No sé si alguna vez les ha pasado a ustedes
pero puedo ocurrir que de pronto uno advierta
que en realidad se trata de algo más desolado
uno de esos amores de tántalo y azar
que Dios no admite porque tiene celos.

Fíjense que él acusa con ternura
y ella se apoya contra la corteza
fíjense que él va tildando recuerdos
y ella se consterna misteriosamente.

Para mí que el muchacho está diciendo
lo que se dice a veces en el Jardín Botánico

vos lo dijiste
nuestro amor
fue desde siempre un niño muerto
sólo de a ratos parecía
que iba a vivir
que iba a vencernos
pero los dos fuimos tan fuertes
que lo dejamos sin su sangre
sin su futuro
sin su cielo
un niño muerto
sólo eso
maravilloso y condenado
quizá tuviera una sonrisa
como la tuya
dulce y honda
quizá tuviera un alma triste
como mi alma
poca cosa
quizá aprendiera con el tiempo
a desplegarse
a usar el mundo
pero los niños que así vienen
muertos de amor
muertos de miedo
tienen tan grande el corazón
que se destruyen sin saberlo
vos lo dijiste
nuestro amor
fue desde siempre un niño muerto
y qué verdad dura y sin sombra
qué verdad fácil y qué pena
yo imaginaba que era un niño
y era tan sólo un niño muerto
ahora qué queda
sólo queda
medir la fe y que recordemos
lo que pudimos haber sido
para él
que no pudo ser nuestro
qué más
acaso cuando llegue
un veintitrés de abril y abismo
vos donde estés
llevale flores
que yo también iré contigo.

No sé si alguna vez les ha pasado a ustedes
pero el Jardín Botánico es un parque dormido
que sólo despierta con la lluvia.

Ahora la última nube a resuelto quedarse
y nos está mojando como alegres mendigos.

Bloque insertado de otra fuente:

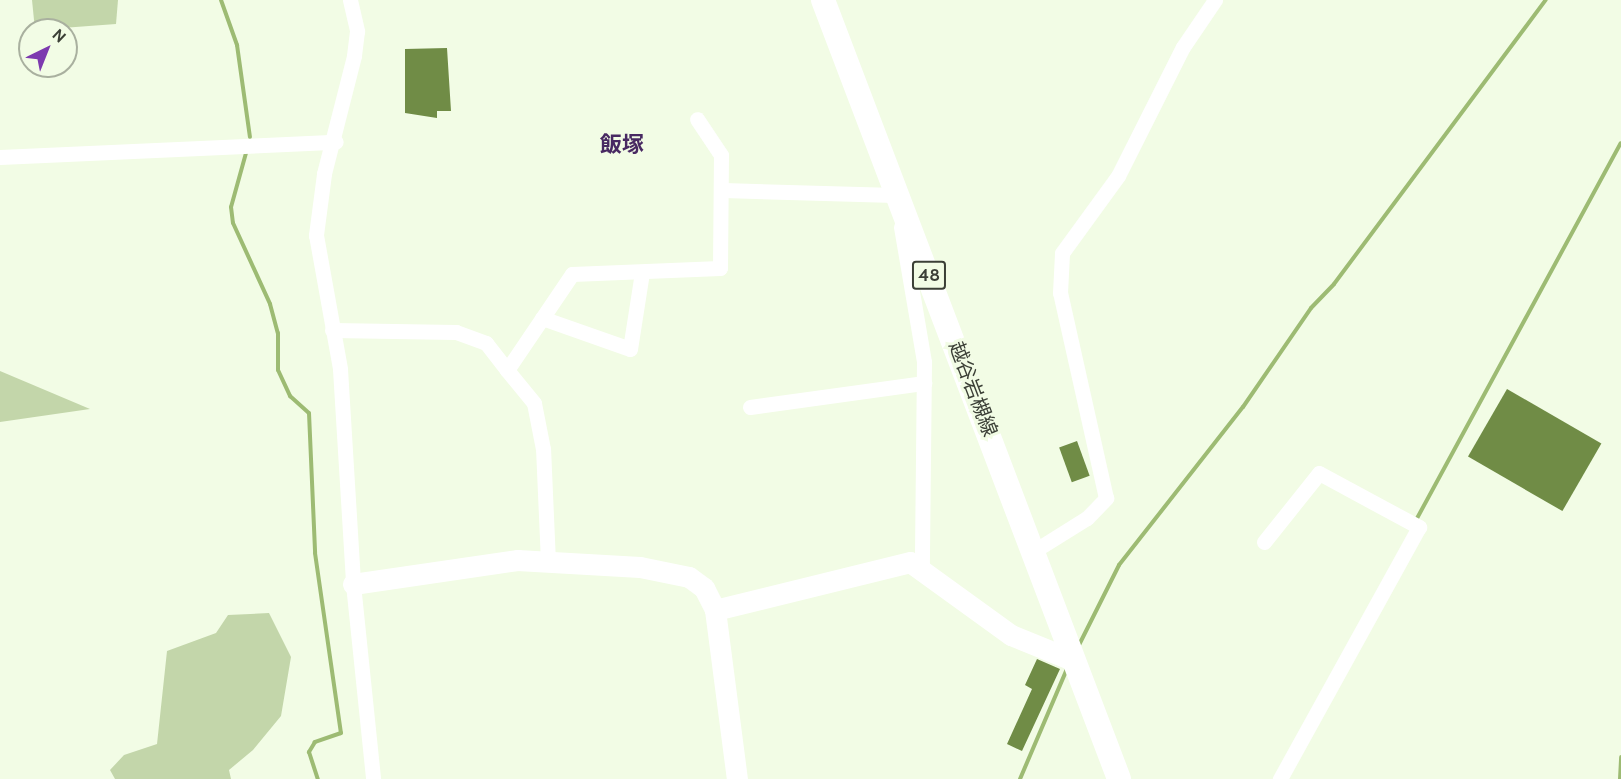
<!DOCTYPE html>
<html>
<head>
<meta charset="utf-8">
<style>
	body { margin:0 }
	#map { position:relative; width:1621px; height:779px; overflow:hidden; background:#f2fce5; font-family:Cabin,"Noto Sans JP",sans-serif }
	div>[style] { position:absolute }
	[style*='--x'] { left:calc(var(--x)*1px); top:calc(var(--y)*1px); width:calc(var(--w)*1px); rotate:calc(var(--a)*1deg) }
	.green>* { inset:0; background:#c3d6aa }
	.stream>* { height:4px; margin:-2px; padding:0 2px; transform-origin:2px; border-radius:2px; background:#9dbb73 }
	.building>* { inset:0; background:#708c46; transform-origin:0 0 }
	.street>* { height:15px; margin:-7.5px; padding:0 7.5px; transform-origin:7.5px; border-radius:7.5px; background:#fff }
	.secondary>* { height:21px; margin:-10.5px; padding:0 10.5px; transform-origin:10.5px; border-radius:10.5px; background:#fff }
	.primary>* { height:24px; margin:-12px; padding:0 12px; transform-origin:12px; border-radius:12px; background:#fff }
	span { translate:-50% -50%; white-space:nowrap; text-align:center; line-height:1.15; -webkit-text-stroke:6px #f2fce5; paint-order:stroke }
	.shield-label span { padding:2px 4px; background:#f2fce5; border:2px solid; border-radius:4px; -webkit-text-stroke-width:0 }
	.shield-label { font-size:18px; color:#3b3f36; font-weight:700 }
	.street-label { font-size:20px; color:#3b3f36 }
	.quarter-label { font-size:22px; color:#482962; font-weight:700 }
	.north { position:absolute; left:18px; top:18px; width:60px; height:60px; box-sizing:border-box; background:#f2fce5; border:2px solid #a9b09f; border-radius:50%; rotate:43deg; font-size:16px; font-weight:700; line-height:24px; text-align:center; color:#3b3f36 }
	.north::after { content:''; display:block; margin:auto; width:21px; height:27px; background:#7d3aaf; clip-path:polygon(50% 0,100% 100%,50% 72%,0 100%) }
</style>
</head>
<body>
<div id="map">
	<div class="green">
		<i style="clip-path:polygon(32px 0,118px 0,116px 24px,35px 30px)"></i>
		<i style="clip-path:polygon(0 371px,90px 409px,0 422px)"></i>
		<i style="clip-path:polygon(269px 613px,291px 657px,281px 716px,253px 750px,229px 770px,231px 779px,115px 779px,110px 770px,124px 755px,157px 744px,167px 651px,216px 633px,228px 615px)"></i>
	</div>
	<div class="stream">
		<i style="--x:221;--y:0;--w:48;--a:70.4"></i>
		<i style="--x:237;--y:45;--w:93;--a:82"></i>
		<i style="--x:246;--y:153;--w:56;--a:105.5"></i>
		<i style="--x:231;--y:207;--w:16;--a:83"></i>
		<i style="--x:233;--y:223;--w:89;--a:65.4"></i>
		<i style="--x:270;--y:304;--w:30;--a:75"></i>
		<i style="--x:278;--y:333;--w:37;--a:90"></i>
		<i style="--x:278;--y:370;--w:29;--a:65"></i>
		<i style="--x:290;--y:396;--w:25;--a:42"></i>
		<i style="--x:309;--y:413;--w:140;--a:87.5"></i>
		<i style="--x:315;--y:553;--w:182;--a:81.8"></i>
		<i style="--x:341;--y:733;--w:28;--a:161"></i>
		<i style="--x:315;--y:742;--w:12;--a:121"></i>
		<i style="--x:309;--y:752;--w:28;--a:72"></i>
		<i style="--x:1415;--y:522;--w:431;--a:-61.5"></i>
		<i style="--x:1078;--y:647;--w:92;--a:-63.4"></i>
		<i style="--x:1119;--y:565;--w:201;--a:-51.9"></i>
		<i style="--x:1243;--y:407;--w:120;--a:-55.5"></i>
		<i style="--x:1311;--y:308;--w:33;--a:-46"></i>
		<i style="--x:1334;--y:284;--w:354;--a:-53.3"></i>
		<i style="--x:1020;--y:779;--w:120;--a:-66.9"></i>
		<i style="--x:1620;--y:779;--w:22;--a:-87"></i>
	</div>
	<div class="building">
		<i style="clip-path:polygon(447px 48px,451px 111px,437px 111px,437px 118px,405px 113px,405px 49px)"></i>
		<i style="left:1507px;top:389px;width:109px;height:78px;rotate:30deg"></i>
		<i style="left:1077px;top:441px;width:37px;height:19px;rotate:70deg"></i>
		<i style="clip-path:polygon(1037px 659px,1060px 669px,1022px 751px,1007px 744px,1032px 689px,1025px 685px)"></i>
	</div>
	<div class="street">
		<i style="--x:350;--y:0;--w:32;--a:77"></i>
		<i style="--x:357;--y:31;--w:25;--a:97"></i>
		<i style="--x:354;--y:56;--w:122;--a:104.3"></i>
		<i style="--x:324;--y:174;--w:62;--a:97.5"></i>
		<i style="--x:316;--y:235;--w:136;--a:79.8"></i>
		<i style="--x:340;--y:369;--w:215;--a:86.5"></i>
		<i style="--x:353;--y:584;--w:196;--a:84.1"></i>
		<i style="--x:0;--y:157;--w:336;--a:-2.6"></i>
		<i style="--x:723;--y:190;--w:172;--a:1.7"></i>
		<i style="--x:901;--y:227;--w:137;--a:80.3"></i>
		<i style="--x:924;--y:362;--w:205;--a:90.6"></i>
		<i style="--x:542;--y:318;--w:93;--a:19.4"></i>
		<i style="--x:630;--y:349;--w:78;--a:-81.1"></i>
		<i style="--x:332;--y:330;--w:124;--a:0.9"></i>
		<i style="--x:456;--y:332;--w:32;--a:20"></i>
		<i style="--x:486;--y:343;--w:34;--a:52"></i>
		<i style="--x:750;--y:407;--w:176;--a:-7.9"></i>
		<i style="--x:1264;--y:542;--w:88;--a:-51.4"></i>
		<i style="--x:1319;--y:473;--w:114;--a:28.4"></i>
		<i style="--x:1419;--y:527;--w:288;--a:118.9"></i>
		<i style="--x:1034;--y:551;--w:62;--a:-31.9"></i>
		<i style="--x:1087;--y:518;--w:28;--a:-46"></i>
		<i style="--x:1106;--y:498;--w:210;--a:-102.6"></i>
		<i style="--x:1060;--y:293;--w:40;--a:-87.1"></i>
		<i style="--x:1062;--y:253;--w:95;--a:-54"></i>
		<i style="--x:1118;--y:176;--w:144;--a:-63.3"></i>
		<i style="--x:1183;--y:47;--w:57;--a:-55.8"></i>
		<i style="--x:548;--y:562;--w:113;--a:-92.5"></i>
		<i style="--x:543;--y:449;--w:47;--a:-101.1"></i>
		<i style="--x:534;--y:403;--w:43;--a:-129.3"></i>
		<i style="--x:507;--y:370;--w:116;--a:-55.9"></i>
		<i style="--x:572;--y:274;--w:148;--a:-2.3"></i>
		<i style="--x:720;--y:268;--w:113;--a:-89.5"></i>
		<i style="--x:721;--y:155;--w:43;--a:-123.7"></i>
	</div>
	<div class="secondary">
		<i style="--x:353;--y:584;--w:166;--a:-8.3"></i>
		<i style="--x:517;--y:560;--w:123;--a:3.3"></i>
		<i style="--x:640;--y:567;--w:50;--a:11.5"></i>
		<i style="--x:689;--y:577;--w:19;--a:36"></i>
		<i style="--x:704;--y:588;--w:25;--a:63"></i>
		<i style="--x:715;--y:610;--w:170;--a:82.6"></i>
		<i style="--x:715;--y:610;--w:201;--a:-13.8"></i>
		<i style="--x:910;--y:562;--w:125;--a:35.9"></i>
		<i style="--x:1011;--y:635;--w:69;--a:22.1"></i>
	</div>
	<div class="primary">
		<i style="--x:823;--y:0;--w:833;--a:69.19"></i>
	</div>
	<div class="shield-label">
		<span style="left:929px;top:275px">48</span>
	</div>
	<div class="street-label">
		<span style="left:973px;top:389px;rotate:69deg">越谷岩槻線</span>
	</div>
	<div class="quarter-label">
		<span style="left:622px;top:145px">飯塚</span>
	</div>
	<div class="north">N</div>
</div>
</body>
</html>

El secreto está en correr con precauciones
a fin de no matar ningún escarabajo
y no pisar los hongos que aprovechan
para nadar desesperadamente.

Sin prevenciones me doy vuelta y siguen
aquellos dos a la izquierda del roble
eternos y escondidos en la lluvia
diciéndose quién sabe qué silencios.

No sé si alguna vez les ha pasado a ustedes
pero cuando la lluvia cae sobre el Botánico
aquí se quedan sólo los fantasmas.

Ustedes pueden irse.
Yo me quedo.

Análisis de las figuras retóricas
Poema “A la izquierda del roble”
¿Por qué un jardín botánico? La respuesta es por sencilla, la muestra de la magnificencia del lenguaje utilizado por Mario Benedetti, pues así, como puede ser este ambiente, pudiera ser cualquiera y los cambios, puramente utilitarios al oficio de contextualizar el mensaje, son incapaces de barrer con los existencialismos universales que el autor plasma en el poema “A la izquierda del roble”. El amor, la muerte, la vida, el tiempo, la edad, etc, son en esencia realidades que radican en las profundidades del espíritu del hombre, sin que para su materialización exista un mejor lenguaje que el poético.
Benedetti aborda con propiedad estos temas y los idealiza en un espacio y tiempo determinados. A propósito de focalizar las figuras retóricas a las cuales aunque de modo inconsciente hecha mano, se puede concluir que el autor, provee en sus líneas de una exquisita gama de ellas, pues el lenguaje que utiliza raya en lo convencional y convencionalmente, se tiene la costumbre de hablar utilizándolas. Además, le resultan de utilidad para disfrazar la prosa y hacer el mensaje menos explícito, aún haciendo uso de vocablos regulares en el lenguaje popular.